Wednesday, August 9, 2017

Not ready for prime time. . .

Cardinal Anders Arborelius of Stockholm says the time not right for sharing of Communion between Roman Catholics and Lutherans.  The new Swedish cardinal—the first-ever member of the College of Cardinals from the predominantly Lutheran country—spoke about the differences between Roman Catholic and Lutheran understandings of the Eucharist in an interview with John Allen of Crux. He observed that “in the Lutheran Church, there are different visions on the Eucharist. Some members are very close to us,... while others have a very different outlook.”  Cardinal Arborelius said:
Many in the Lutheran Church now say, “We have come to an agreement, now we must celebrate the Eucharist together.” Whereas we have to say “No, we haven’t come so far in our mutual dialogue,” and, of course, this will create a kind of frustration among many of the Lutherans that we cannot possibly celebrate together.
Oddly enough, those who are most passionately in favor of intercommunion between Rome and the Churches of the Augsburg Confession are those who have created the distance between Rome and Wittenberg that will preclude such fellowship of the Table.  In other words, ELCA folks and others who advocate the radical ecumenism of reconciled diversity are now in fellowship with those who cannot bring themselves to say that Christ is actually present in bread and wine (as opposed to idea, mind, heart, etc...)  Because of those radical altar and pulpit fellowship agreements, Rome is rightly wary of Lutherans actually believing what we say so clearly in our Confessions.  And Missouri is in the same place.  We want to believe that Lutherans affirm the same Christ and the same real presence but the truth is not the case.  Until there is real unity of doctrine, Lutherans will not enjoy communion with all other Lutherans and Rome, unless Pope Francis decides to bypass it all, will also wait for a day that may or may not ever come (who knows, with the Lord all things are possible).  Just a word of warning for those who insist upon communion with just about anyone and everyone, this will have consequences for those who take such fellowship more seriously.  Missouri longs for true unity of faith and doctrine which will make such fellowship possible but we refuse to jump the gun and wade into seas that just might drown us.  It is the longing for true unity of all Christians that we seek but we will not ignore or bypass real differences in confession to get there.  This time Rome may be closer to Missouri than Chicago.  What a surprise!

1 comment:

Carl Vehse said...

First, Cardinal Anders Arborelius admits, "In my youth, I always felt that I had a faith in God and in Christ, but somehow I was never totally in tune with the Lutheran church, I was never very active."

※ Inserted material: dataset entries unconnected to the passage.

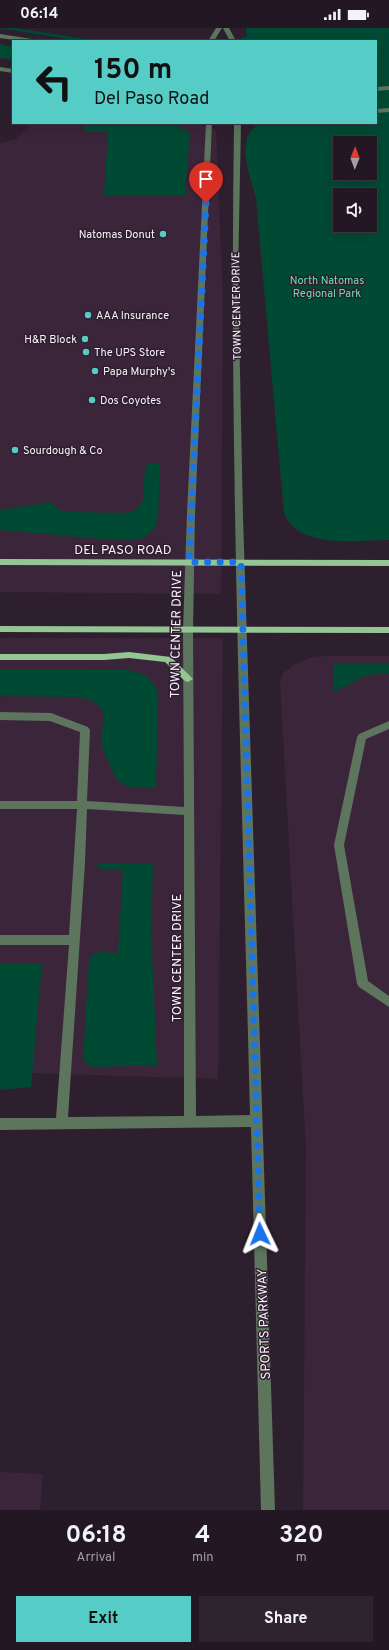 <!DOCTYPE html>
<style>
:root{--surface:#221723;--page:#2e2430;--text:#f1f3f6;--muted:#a29fa6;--line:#3f3641;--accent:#55cdc6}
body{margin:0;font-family:Overpass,sans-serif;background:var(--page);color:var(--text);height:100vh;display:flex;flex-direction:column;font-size:15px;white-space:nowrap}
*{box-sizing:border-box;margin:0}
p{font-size:13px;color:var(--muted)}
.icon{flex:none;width:22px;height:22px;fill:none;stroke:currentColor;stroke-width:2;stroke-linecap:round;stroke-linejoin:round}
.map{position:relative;height:1482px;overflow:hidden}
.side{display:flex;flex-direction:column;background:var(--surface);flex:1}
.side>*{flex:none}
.hud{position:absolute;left:12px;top:12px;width:365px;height:84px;border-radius:0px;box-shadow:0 4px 16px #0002,0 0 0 1px var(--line);background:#55cdc6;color:#111;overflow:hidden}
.needle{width:26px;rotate:1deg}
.controls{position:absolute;left:333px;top:108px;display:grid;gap:8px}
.controls a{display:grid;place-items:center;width:44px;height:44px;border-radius:0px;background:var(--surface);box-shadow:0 4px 16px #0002,0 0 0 1px var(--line);font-size:20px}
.pin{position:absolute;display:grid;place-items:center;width:34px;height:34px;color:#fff;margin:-41px -17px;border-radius:50% 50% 50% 0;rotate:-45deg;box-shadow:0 0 4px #0007}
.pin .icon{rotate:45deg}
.me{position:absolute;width:44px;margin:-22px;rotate:358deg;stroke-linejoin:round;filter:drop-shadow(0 0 3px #0008)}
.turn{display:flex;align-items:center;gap:14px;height:84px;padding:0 16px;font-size:18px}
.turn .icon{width:52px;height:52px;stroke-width:2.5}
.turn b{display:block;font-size:28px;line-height:34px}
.eta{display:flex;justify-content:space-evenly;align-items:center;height:68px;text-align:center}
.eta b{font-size:24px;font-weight:700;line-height:28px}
.action{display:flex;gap:8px;margin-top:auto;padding:8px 16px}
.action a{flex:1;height:46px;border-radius:0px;background:var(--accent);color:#111;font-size:16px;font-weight:700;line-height:46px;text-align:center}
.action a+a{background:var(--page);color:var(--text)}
.status{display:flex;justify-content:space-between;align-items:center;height:28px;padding:0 20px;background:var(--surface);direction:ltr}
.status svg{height:11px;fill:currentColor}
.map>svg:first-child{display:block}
.built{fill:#3a253b}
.green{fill:#004a34;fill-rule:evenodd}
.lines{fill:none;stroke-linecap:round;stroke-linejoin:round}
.minor{fill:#5d755d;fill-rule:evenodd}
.major{fill:#93c694;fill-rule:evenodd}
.route{stroke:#1a73e8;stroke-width:7;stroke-dasharray:0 12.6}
.poi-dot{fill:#55cdc6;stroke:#2e1f2f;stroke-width:1.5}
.labels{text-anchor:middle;stroke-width:3;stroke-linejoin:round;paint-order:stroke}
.far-poi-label{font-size:11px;fill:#fbf0fc;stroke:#2e1f2f;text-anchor:start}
.far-park-label{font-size:11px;fill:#64e0af;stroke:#2e1f2f}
.far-street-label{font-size:11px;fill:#fbf0fc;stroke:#2e1f2f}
.street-label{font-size:13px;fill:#fbf0fc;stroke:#2e1f2f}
</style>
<div class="status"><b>06:14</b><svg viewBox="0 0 49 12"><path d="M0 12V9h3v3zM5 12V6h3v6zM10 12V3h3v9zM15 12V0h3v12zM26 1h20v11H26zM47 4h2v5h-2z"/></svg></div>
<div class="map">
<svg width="389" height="1482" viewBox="0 0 389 1482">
<rect width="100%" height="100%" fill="#2e1f2f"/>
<path class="built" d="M 32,95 L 195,95 L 216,102 L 223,271 L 221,566 L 0,564 L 0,115 L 16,111 Z
M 0,610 L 223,610 L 218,1051 L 0,1044 Z
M 323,628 L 389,628 L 389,1482 L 303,1482 L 306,1122 L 280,654 L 283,645 L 294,637 L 309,630 Z
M 0,1444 L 43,1446 L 40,1482 L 0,1482 Z"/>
<path class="green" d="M 0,0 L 14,0 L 99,13 L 79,13 Z
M 246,0 L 389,0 L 389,512 C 356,512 299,522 284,485 L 256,171 C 251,148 233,110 260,95 L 376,95 L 376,13 L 242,13 L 242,10 L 247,8 ZM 340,115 L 370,115 L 370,145 L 340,145 ZM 340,167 L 370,167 L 370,197 L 340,197 Z
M 0,16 L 13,19 L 13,32 L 0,30 Z
M 32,95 L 172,95 L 190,105 L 185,167 L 104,167 L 108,104 L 84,104 L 85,96 L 30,96 Z
M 153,435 L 160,435 L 158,491 L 154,501 L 146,508 L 136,512 L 112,512 L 0,502 L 0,482 L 51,474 L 59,482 L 69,484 L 125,485 L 136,482 L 143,473 L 145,440 L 147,437 Z
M 334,636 L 389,636 L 389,645 L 367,647 L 334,664 Z
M 0,641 L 128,642 C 145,646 150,648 158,664 L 156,760 L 129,759 L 117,752 L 101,718 L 104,686 L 99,678 L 91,672 L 78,669 L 0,668 Z
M 95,835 L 153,836 L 151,905 L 157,1037 L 92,1039 L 83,1033 L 89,932 C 95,920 108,925 118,925 L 123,842 L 101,841 Z
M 0,935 L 42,935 L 31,1059 L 0,1062 Z"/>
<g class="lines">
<path class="minor" d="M 216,0 L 222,0 L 214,13 L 208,13 Z
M 223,0 L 229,0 L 236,13 L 230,13 Z
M 0,6 L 32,11 L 35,13 L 22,13 L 0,10 Z
M 0,39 L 13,41 L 13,45 L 0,43 Z
M 389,58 L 389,62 L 376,63 L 376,59 Z
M 389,80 L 389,84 L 376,85 L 376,81 Z
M 206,95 L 212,95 L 195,485 L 193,602 L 196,1088 L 250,1087 C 242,757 229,427 234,97 L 235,95 L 241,95 L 238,248 L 243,489 L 275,1482 L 261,1482 L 251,1099 L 0,1102 L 0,1090 L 56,1090 L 69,917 L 0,917 L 0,907 L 69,907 L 77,781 L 0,781 L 0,773 L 77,773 L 80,704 L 50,693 L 0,692 L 0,684 L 51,685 L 88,699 L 90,702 L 87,773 L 184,779 L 183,602 L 187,485 ZM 87,781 L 184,787 L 184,1088 L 68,1089 L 85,835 Z
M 389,693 L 389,701 L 366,711 L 344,817 L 368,953 L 389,968 L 389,979 L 359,959 L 357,956 L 334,817 L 357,709 L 359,706 Z"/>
<path class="major" d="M 0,531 L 389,532 L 389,538 L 0,537 Z
M 0,598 L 389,599 L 389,605 L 0,604 Z
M 129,624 L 171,629 L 193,651 L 188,654 L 185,653 L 165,634 L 129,630 L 104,632 L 0,632 L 0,626 L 104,626 Z"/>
</g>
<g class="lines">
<path class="route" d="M 206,175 L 189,534 L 241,534 L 260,1206"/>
</g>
<g class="poi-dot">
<circle cx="163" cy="206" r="4"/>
<circle cx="88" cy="287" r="4"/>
<circle cx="85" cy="311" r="4"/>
<circle cx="86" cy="324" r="4"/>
<circle cx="95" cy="343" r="4"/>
<circle cx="92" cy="372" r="4"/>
<circle cx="15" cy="422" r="4"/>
</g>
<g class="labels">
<g class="far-poi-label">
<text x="155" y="210" text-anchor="end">Natomas Donut</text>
<text x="96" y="291">AAA Insurance</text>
<text x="77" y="315" text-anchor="end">H&amp;R Block</text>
<text x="94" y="328">The UPS Store</text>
<text x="103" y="347">Papa Murphy's</text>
<text x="100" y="376">Dos Coyotes</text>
<text x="23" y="426">Sourdough &amp; Co</text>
</g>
<g class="far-park-label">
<text x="327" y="256">North Natomas<tspan x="327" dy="13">Regional Park</tspan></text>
</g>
<g class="far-street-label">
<text transform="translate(236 278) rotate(-91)" y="4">TOWN CENTER DRIVE</text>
</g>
<g class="street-label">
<text x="123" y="526">DEL PASO ROAD</text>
<text transform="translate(175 606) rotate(-89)" y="5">TOWN CENTER DRIVE</text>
<text transform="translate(176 930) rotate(-90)" y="5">TOWN CENTER DRIVE</text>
<text transform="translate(263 1296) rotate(-92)" y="5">SPORTS PARKWAY</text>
</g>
</g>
</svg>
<div class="controls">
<a><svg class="needle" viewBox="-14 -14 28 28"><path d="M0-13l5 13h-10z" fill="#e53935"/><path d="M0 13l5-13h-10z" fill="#a29fa6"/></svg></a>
<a><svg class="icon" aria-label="sound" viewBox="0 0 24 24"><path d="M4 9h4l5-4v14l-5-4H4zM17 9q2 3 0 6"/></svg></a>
</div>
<div class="pin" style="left:206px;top:175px;background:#d93025"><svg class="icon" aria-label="arrive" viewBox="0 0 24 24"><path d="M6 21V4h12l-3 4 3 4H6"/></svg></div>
<svg class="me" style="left:260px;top:1206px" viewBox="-20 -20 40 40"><path d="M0-17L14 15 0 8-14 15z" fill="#1a73e8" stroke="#fff" stroke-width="4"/></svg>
<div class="hud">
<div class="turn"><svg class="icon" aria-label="left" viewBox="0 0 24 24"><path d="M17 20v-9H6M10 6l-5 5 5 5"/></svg><div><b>150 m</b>Del Paso Road</div></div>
</div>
</div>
<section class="side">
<div class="eta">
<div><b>06:18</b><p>Arrival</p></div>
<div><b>4</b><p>min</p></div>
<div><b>320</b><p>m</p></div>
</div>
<div class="action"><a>Exit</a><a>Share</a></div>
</section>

If he is referring to the Church of Sweden, it does not hold a subscription to the Book of Concord of 1580; thus the CoS is not Lutheran, and demonstrates that it is heretical, if not apostate, by having Eva Brunne as the openly lesbian-partnered 'bishopress' of Stockholm.

Cardinal Arborelius's interview, "New Swedish cardinal says inter-communion with Lutherans ‘not possible’," also reveals a major Romanist heresy.

Rev. Peters: "We want to believe that Lutherans affirm the same Christ and the same real presence but the truth is not the case."

Arborelius substantiates this ecumenical abyss between Romanists and Lutherans in answering the question, "On the differences in the doctrine of justification, how should we think about them?"

"We know that we are weak and sinful people, and need the pardon and grace of God in order to grow and be co-redeemers with Christ. That means that we have to convert to the Lord more every day, in order to live by the mystery of Grace....

"In the classical Lutheran faith, we are incapable of doing anything [because] sin has destroyed human nature. We don’t think this way, because we believe that the Lord is merciful, and he is at the same time at work cleansing us, making us more purified, helping us grow in his love....

"I think too this is the reason why the personality of Mary is so important in order to give us hope. She as our Mother, and our Sister as we say in the Carmel [devotion], encourages us, she helps us to see that we, too, may help the Lord in His work of Redemption. I think that in the ecumenical dialogue it is very important to stress the position of Our Lady as a sign of hope for us human beings. The Lord wants us to follow her more and more in order to come closer to Him."